§ **Provided records**:
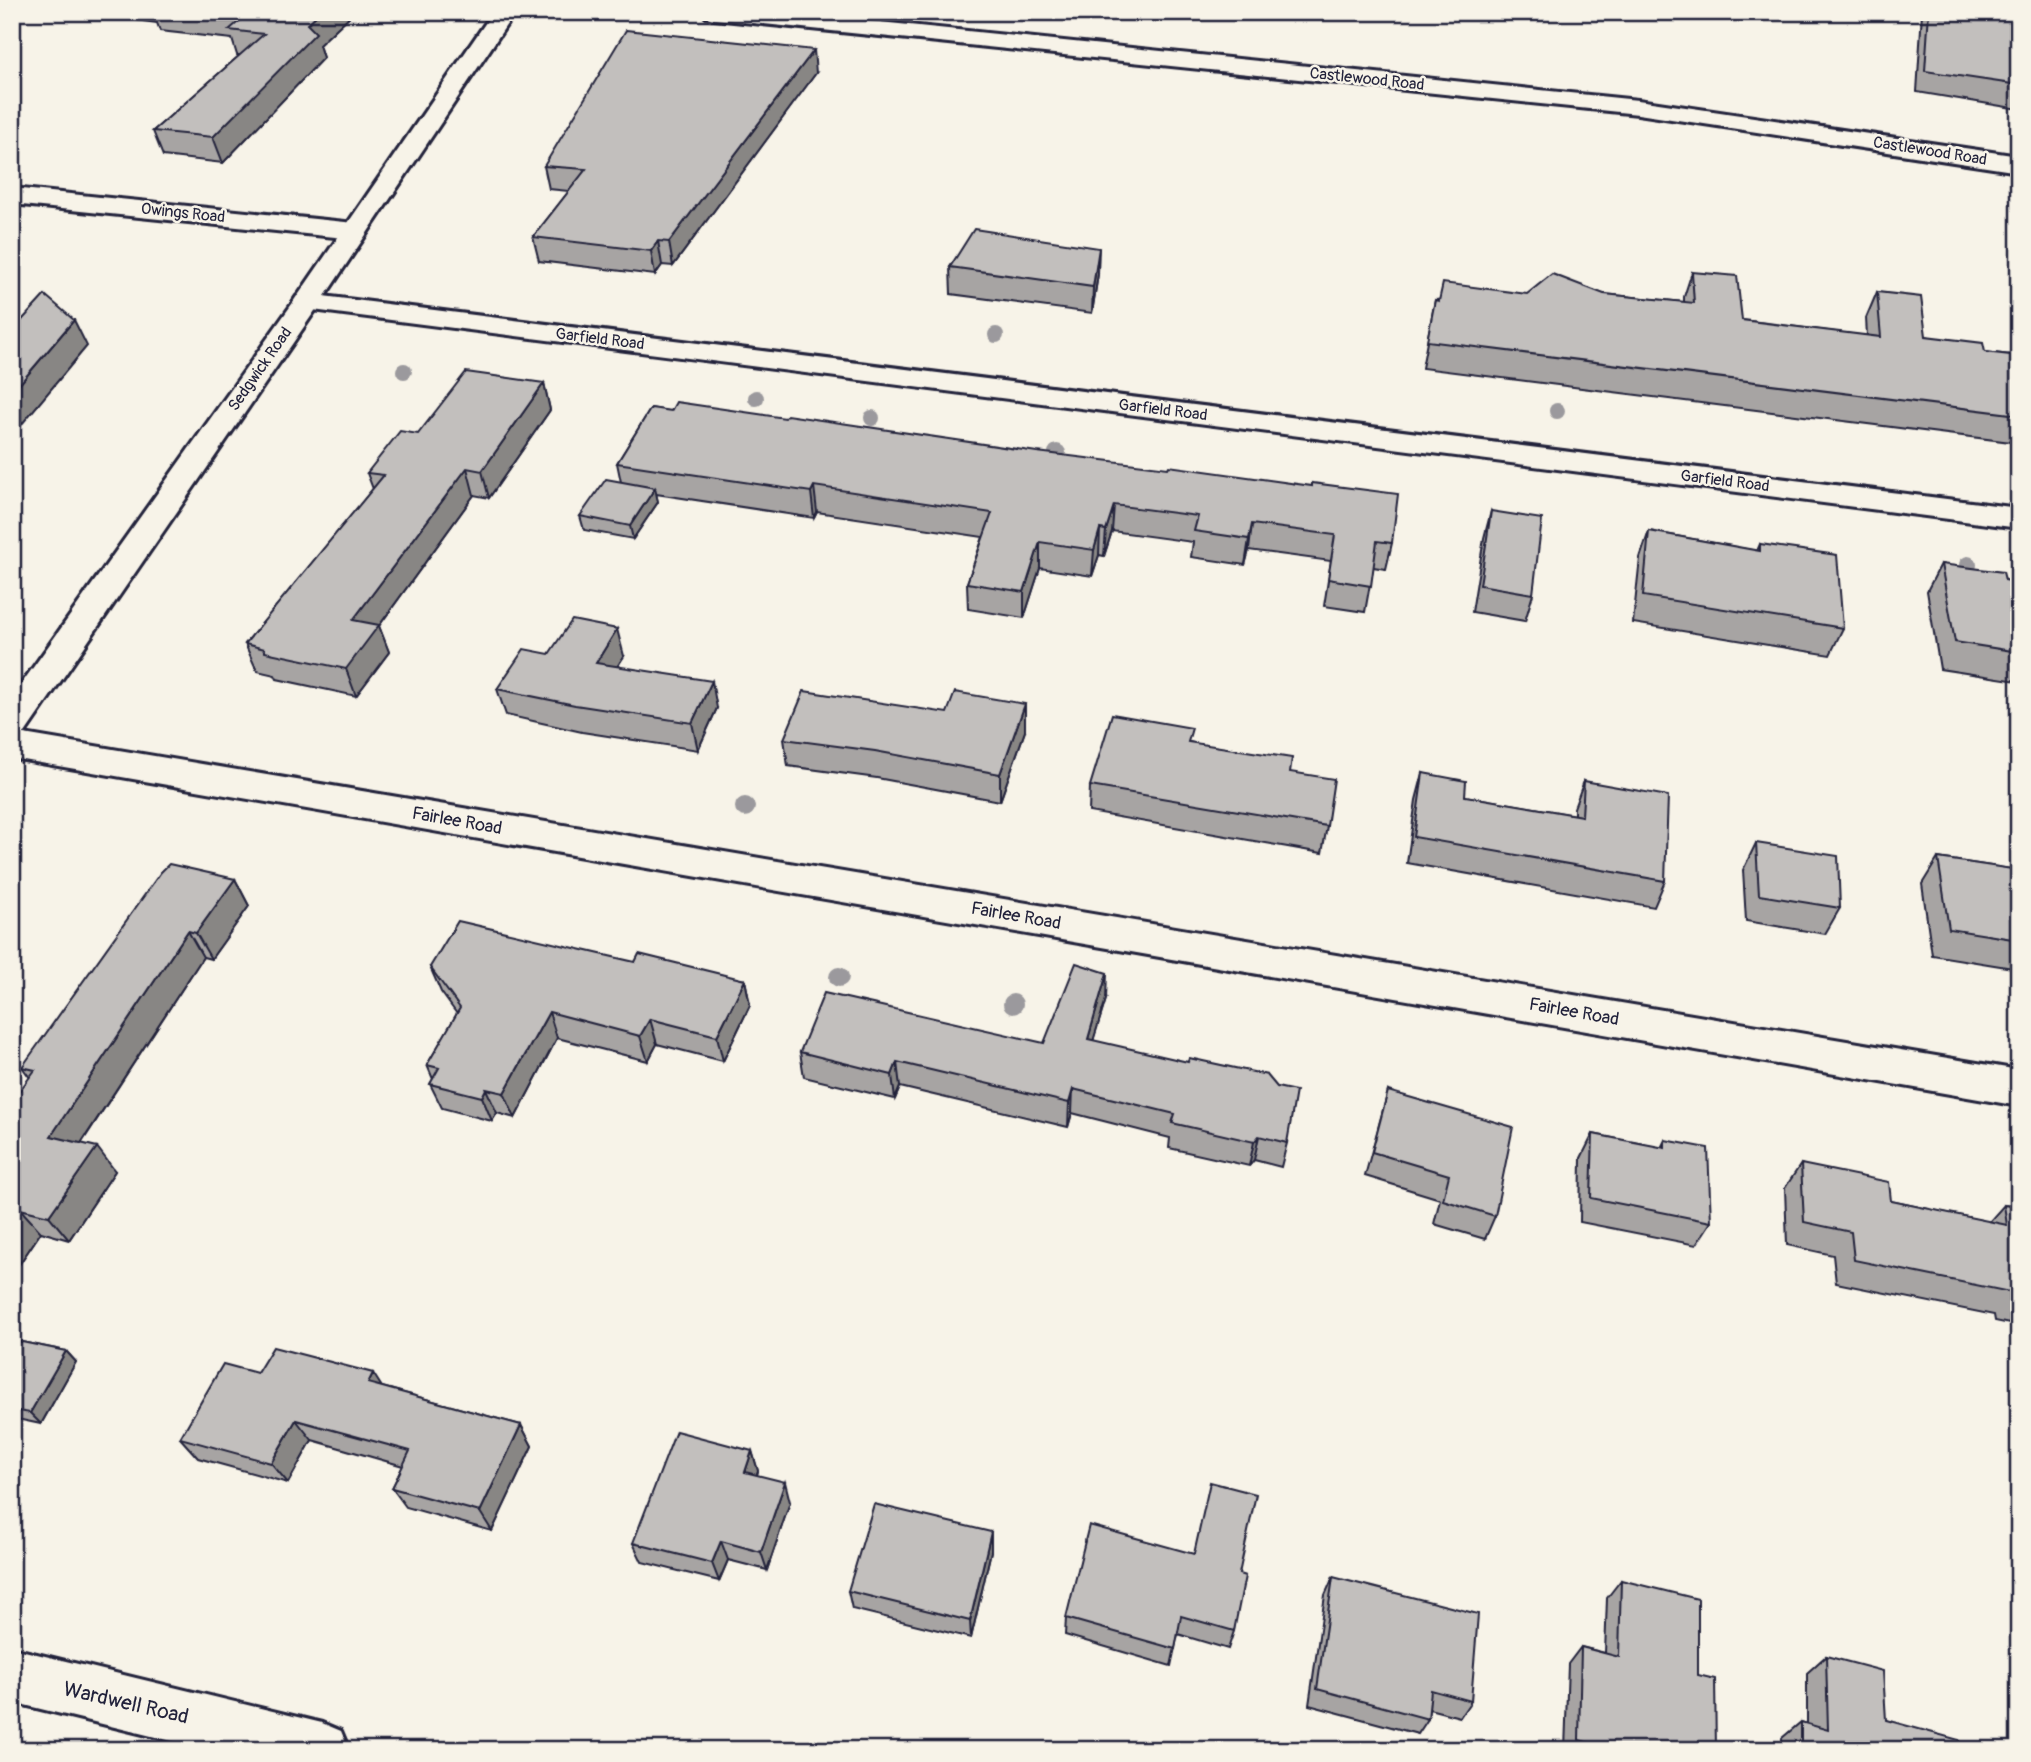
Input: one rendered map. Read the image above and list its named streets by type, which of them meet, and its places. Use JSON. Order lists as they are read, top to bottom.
{
  "streets": {
    "street": [
      "Castlewood Road",
      "Owings Road",
      "Garfield Road",
      "Sedgwick Road",
      "Fairlee Road",
      "Wardwell Road"
    ]
  },
  "crossings": [
    ["Owings Road", "Sedgwick Road"],
    ["Garfield Road", "Sedgwick Road"]
  ]
}
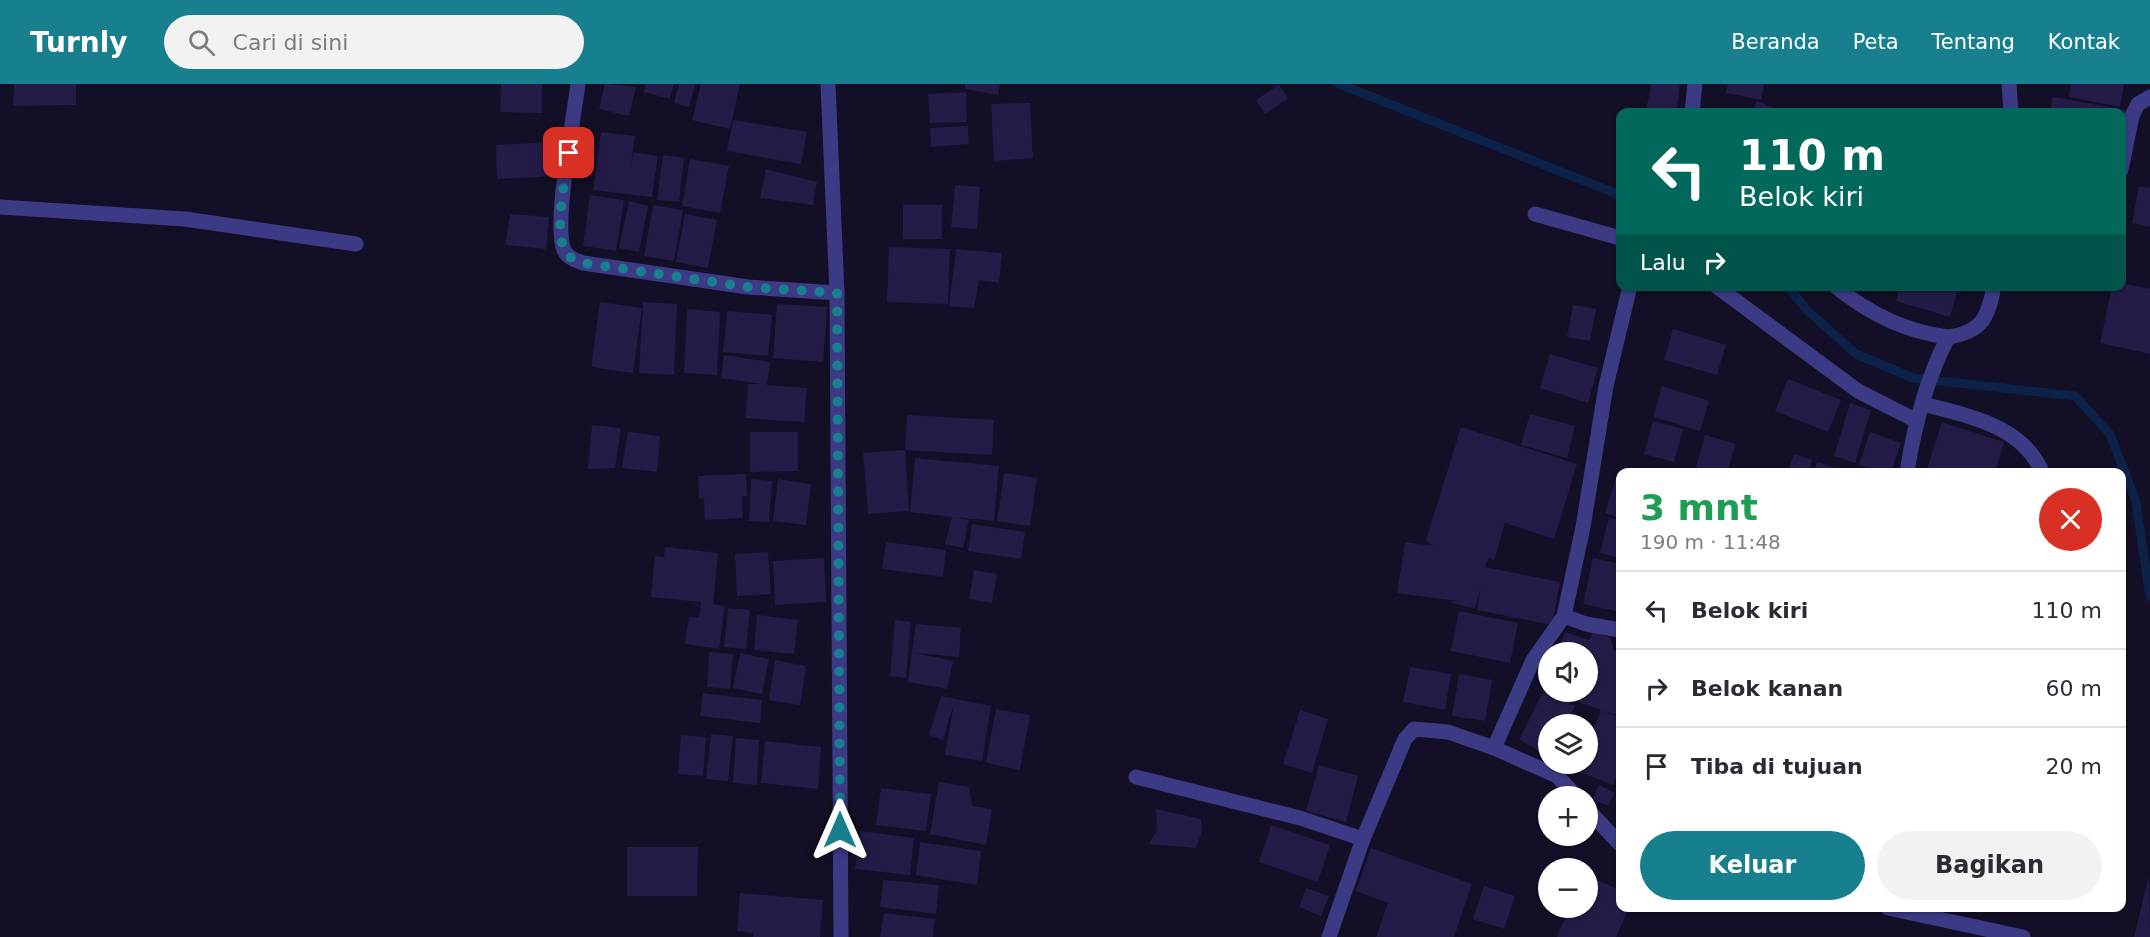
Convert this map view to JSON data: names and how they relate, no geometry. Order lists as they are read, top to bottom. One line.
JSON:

§ **Task prompt**:
If an entry holds a picture, leave the picture out and repeat the rest exactly.

§ **Task answer**:
Input: one rendered map. Read the image above and list its named streets by type, which of them meet, and its places. Use JSON. Order lists as they are read, top to bottom.
{
  "streets": {
    "street": [
      "Castlewood Road",
      "Owings Road",
      "Garfield Road",
      "Sedgwick Road",
      "Fairlee Road",
      "Wardwell Road"
    ]
  },
  "crossings": [
    ["Owings Road", "Sedgwick Road"],
    ["Garfield Road", "Sedgwick Road"]
  ]
}
Convert this map view to JSON data: names and how they relate, no geometry. Order lists as they are read, top to bottom. One line.
JSON:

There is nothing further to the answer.